Tuesday, November 30, 2010

...

Acho que eu devia começar a fazer algo, a trabalhar, agora que estou aprendendo a ver. Tenho 28 anos, e praticamente não aconteceu nada. Vamos recordar: escrevi um ensaio sobre Carpaccio, que é ruim, um drama chamado O Casamento, que pretende provar algo falso com meios ambíguos, e versos. Ah, mas versos significam muito pouco se escritos cedo. Devia-se esperar, reunir sentido e doçura numa vida inteira, se possível bem longa, e depois, bem no fim, talvez conseguissem dez versos bons. Pois versos não são, como as pessoas imaginam, sentimentos (a esses, temos cedo demais) - são experiências.
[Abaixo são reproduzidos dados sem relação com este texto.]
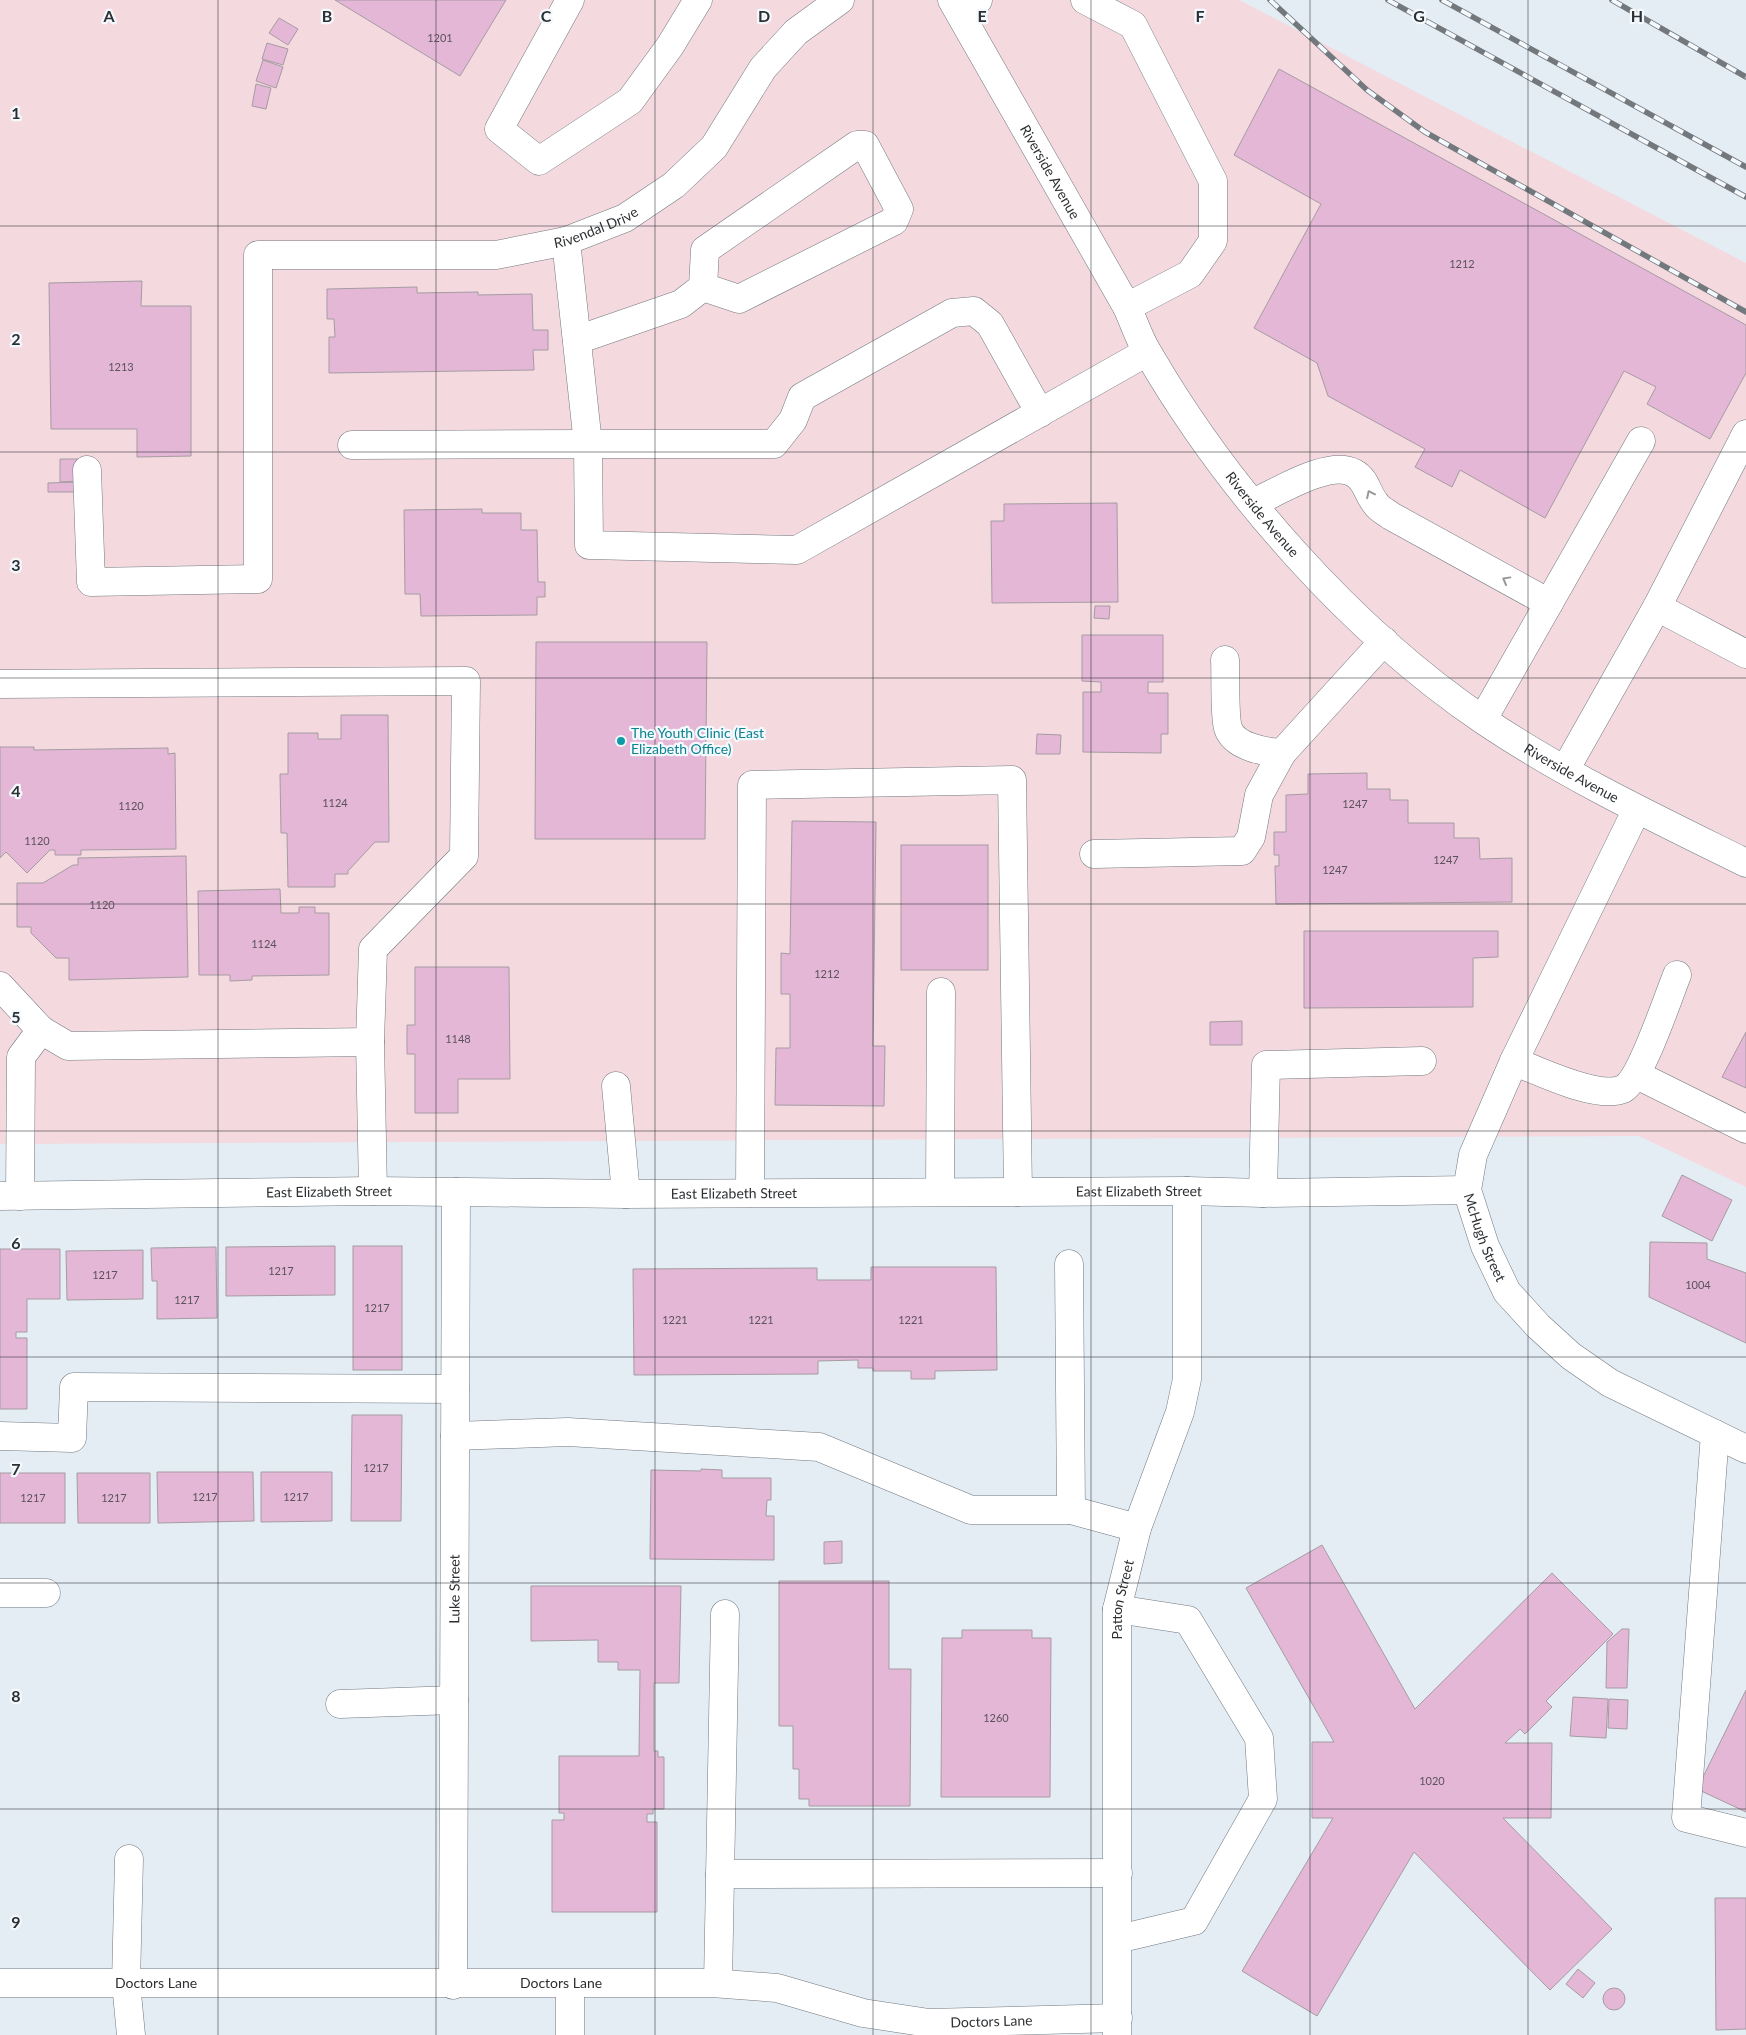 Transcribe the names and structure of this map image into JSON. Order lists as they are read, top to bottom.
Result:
{
  "streets": {
    "street": [
      "Riverside Avenue",
      "Rivendal Drive",
      "East Elizabeth Street",
      "McHugh Street",
      "Luke Street",
      "Patton Street",
      "Doctors Lane"
    ]
  },
  "crossings": [
    ["Riverside Avenue", "McHugh Street"],
    ["East Elizabeth Street", "McHugh Street"],
    ["East Elizabeth Street", "Luke Street"],
    ["East Elizabeth Street", "Patton Street"],
    ["Luke Street", "Doctors Lane"],
    ["Patton Street", "Doctors Lane"]
  ],
  "places": ["The Youth Clinic (East Elizabeth Office)"],
  "house_numbers": [
    "1201",
    "1212",
    "1213",
    "1124",
    "1247",
    "1120",
    "1120",
    "1247",
    "1247",
    "1120",
    "1124",
    "1212",
    "1148",
    "1217",
    "1217",
    "1004",
    "1217",
    "1217",
    "1221",
    "1221",
    "1221",
    "1217",
    "1217",
    "1217",
    "1217",
    "1217",
    "1260",
    "1020"
  ],
  "grid": {
    "columns": [
      "A",
      "B",
      "C",
      "D",
      "E",
      "F",
      "G",
      "H"
    ],
    "rows": [
      "1",
      "2",
      "3",
      "4",
      "5",
      "6",
      "7",
      "8",
      "9"
    ]
  }
}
É ridículo. Estou aqui sentado em meu quartinho, eu, Brigge, que completei 28 anos, e de quem ninguém sabe nada. Estou aqui sentado, e não sou nada. E, contudo, esse nada começa a pensar, e num quinto andar, numa cinzenta tarde parisiense, pensa estes pensamentos:
É possível que ainda não tenhamos visto, reconhecido e dito nada realmente verdadeiro e importante? É possível que tenhamos tido milênios para contemplar, refletir e anotar, e deixássemos esses milênios passarem como uma hora de recreio na escola, em que se come pão com manteiga e uma maçã?
Sim, é possível.
É possível que, apesar do progresso, da cultura, da religião e da sabedoria universais, tenhamos permanecido na superfície da vida? E que mesmo essa superfície - que em si já seria alguma coisa - esteja recoberta de um tecido tão incrivelmente monótono que nos pareça móveis de sala numas férias de verão?
Sim, é possível.
É possível que toda a história da humanidade tenha sido um mal-entendido? Que o passado seja falso porque sempre falamos em multidões, como numa reunião de muita gente, em vez de falarmos no único, em torno do qual todos se agrupavam porque ele era estrangeiro e morria?
Sim, é possível.
É possível termos acreditado na necessidade de recuperarmos fatos acontecidos antes de sermos nascidos? É possível que tenhamos de recordar a cada indivíduo que ele nasce dos antepassados, que portanto contém em si todo esse passado, e que nada tem a aprender com outros homens que pretendem possuir um saber melhor ou diferente?
Sim, é possível.
É possível que todos esses homens conheçam bem um passado que nunca existiu? Que para eles todas as realidades nada sejam; e sua vida transcorra desligada de tudo, como um relógio num quarto vazio?
Sim, é possível.
É possível que nada se saiba de donzelas que, ainda assim, vivem? É possível que se diga 'as mulheres', 'as crianças', 'os rapazes', sem pressentir (apesar de toda a cultura, sem pressentir) que há muito essas palavras não têm mais plural, mas apenas incontáveis singulares?
Sim, é possível.
É possível existirem pessoas que dizem 'Deus' e pensem que isso é um ser que lhes é comum? Vejam esses dois meninos de escola: um compra uma faca, o vizinho compra outra idêntica no mesmo dia. Depois de uma semana mostram-se mutuamente as facas, e acontece que só remotamente ainda se parecem - tão diversamente se desenvolvem em mãos diferentes. (Sim, diz a mãe de um deles, por que vocês precisam gastar tudo logo?) E então: é possível acreditar que se possa ter um Deus sem usá-lo?
Sim, é possível.
Mas se tudo é possível, ao menos vagamente possível, então, por tudo que há de sagrado no mundo, algo tem de acontecer. O primeiro a ter esse pensamento inquietante precisa começar a fazer algo que foi omitido; mesmo se for apenas um sujeito qualquer, talvez nem mesmo o mais indicado: simplesmente, não há outro melhor. Esse jovem estrangeiro insignificante, esse Brigge, terá de sentar-se num quinto andar e escrever, dia e noite: sim, terá de escrever, e este será o fim.